As it turns out, I wouldn't need a splitter. I have my soundbar connected to my TV via an HDMI (ARC) connection, so the optical output from my TV currently isn't being used for anything. I would need a converter, and then connect a headphone junction box via RCA cables. I don't know if the sub out of the soundbar is a mono, or a stereo out, but I believe the sub I want to use (an HSU 15", I forgot the model number) accepts either both a left and right RCA input, or it will work just using the left channel input. I've gone the whole surround sound route before and I want to avoid having to go back using multiple surround speakers, running speaker wire all over the living room, and having to use an A/V receiver. I like the simplicity of just having a soundbar and a separate powered sub. I do think using headphones, while not able to accurately reproduce surround sound processing, should still provide a much better listening experience than just using the soundbar, and I wouldn't have speakers and wires all over the place...

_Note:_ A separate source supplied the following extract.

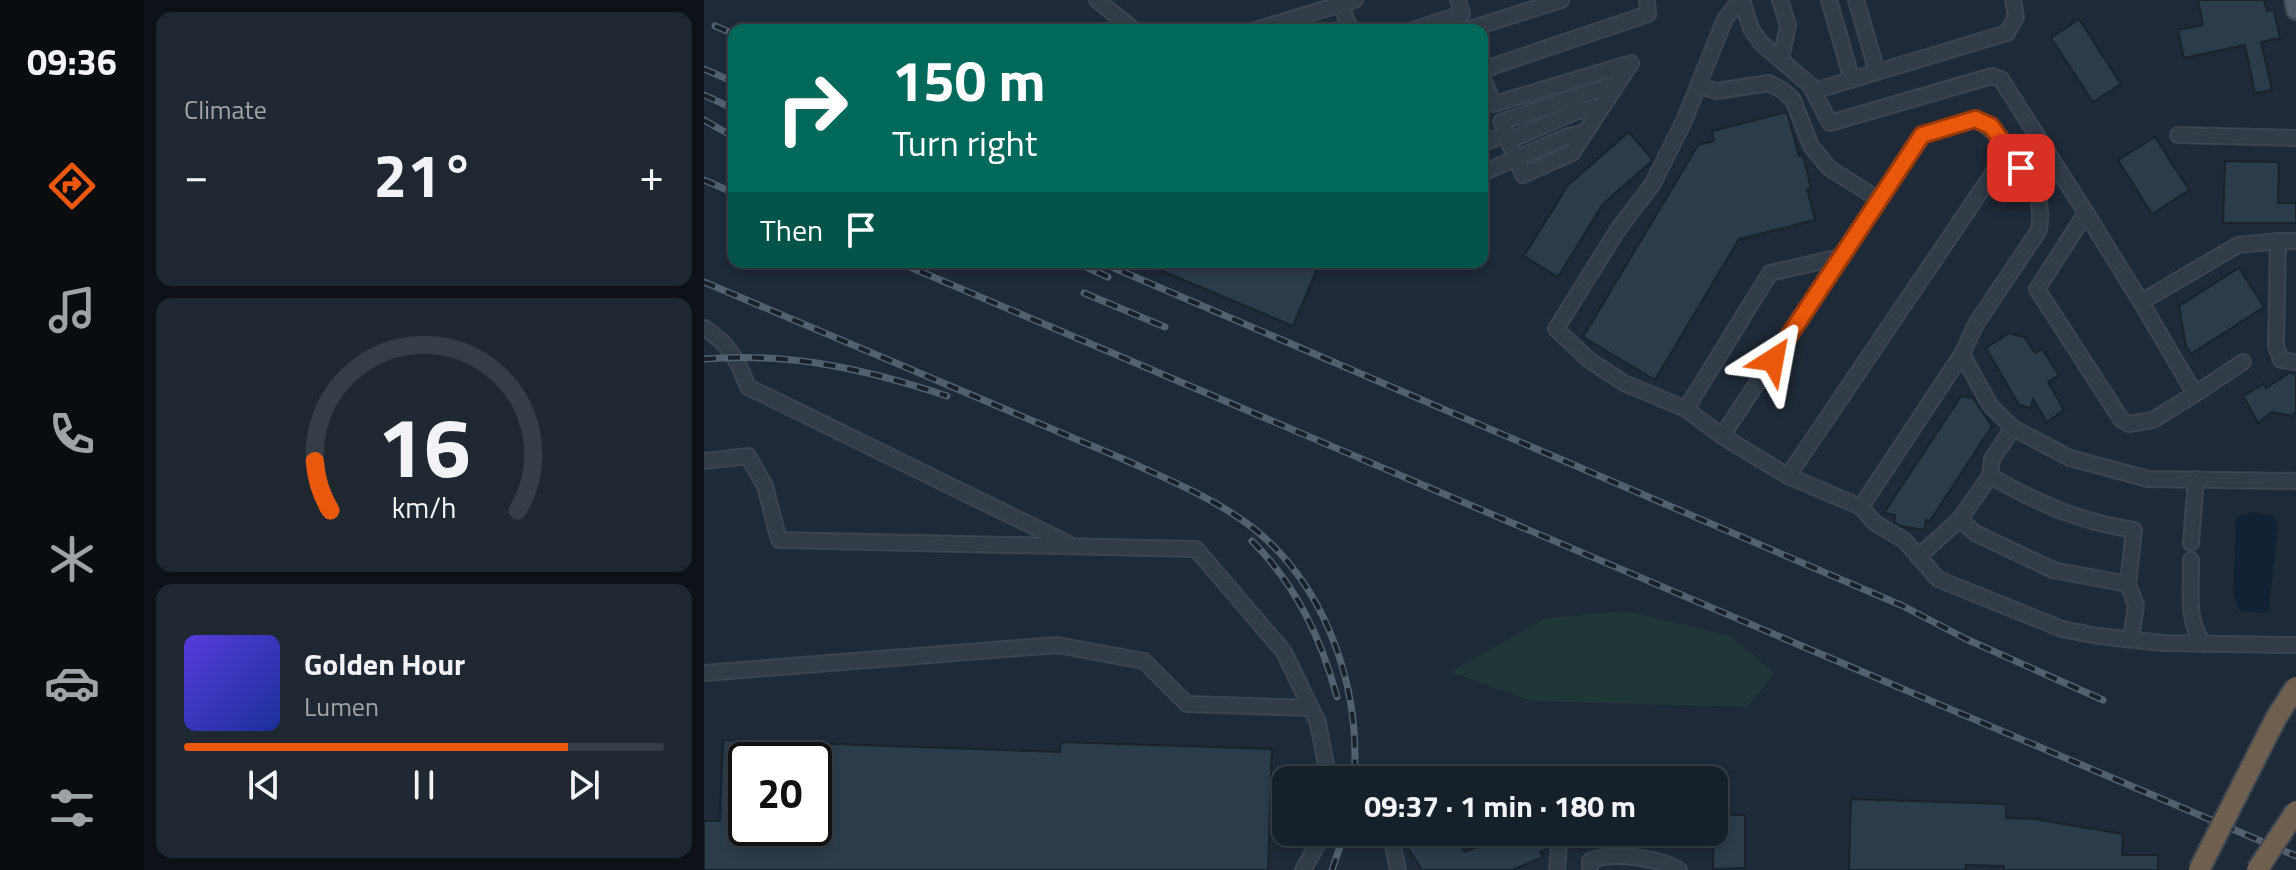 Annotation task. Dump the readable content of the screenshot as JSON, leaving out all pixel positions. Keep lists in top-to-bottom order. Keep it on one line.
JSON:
{"page":{"tabs":"09:36","tile":"Climate","turn":["150 m","Turn right"],"heat":["−","21°","+"],"then":"Then","song":["Golden Hour","Lumen"],"limit":"20","trip":"09:37 · 1 min · 180 m","gauge":["16","km/h"]}} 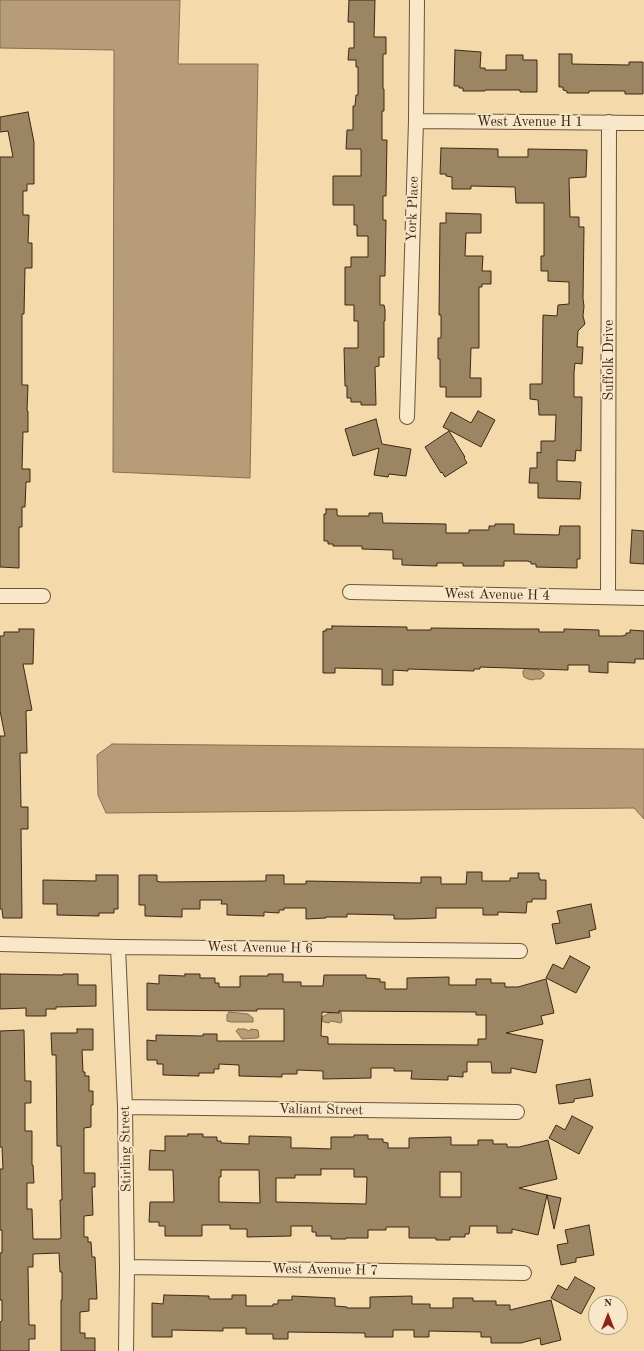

I personally love surround sound as I grew up poorer as a kid/teenager in the 90s and early 2000s when it was more popular, and all my more wealthy friends' families had surround sound setups with a plasma TV while we had a little 19" CRT until about 2009. So once I started making some amount more money I ended up going kind of nuts buying audio equipment because I really wanted it back then.
 
I personally love surround sound as I grew up poorer as a kid/teenager in the 90s and early 2000s when it was more popular, and all my more wealthy friends' families had surround sound setups with a plasma TV while we had a little 19" CRT until about 2009. So once I started making some amount more money I ended up going kind of nuts buying audio equipment because I really wanted it back then.
I loved it too, but absolutely hated all of the speakers that are required, and all of the associated speaker wires.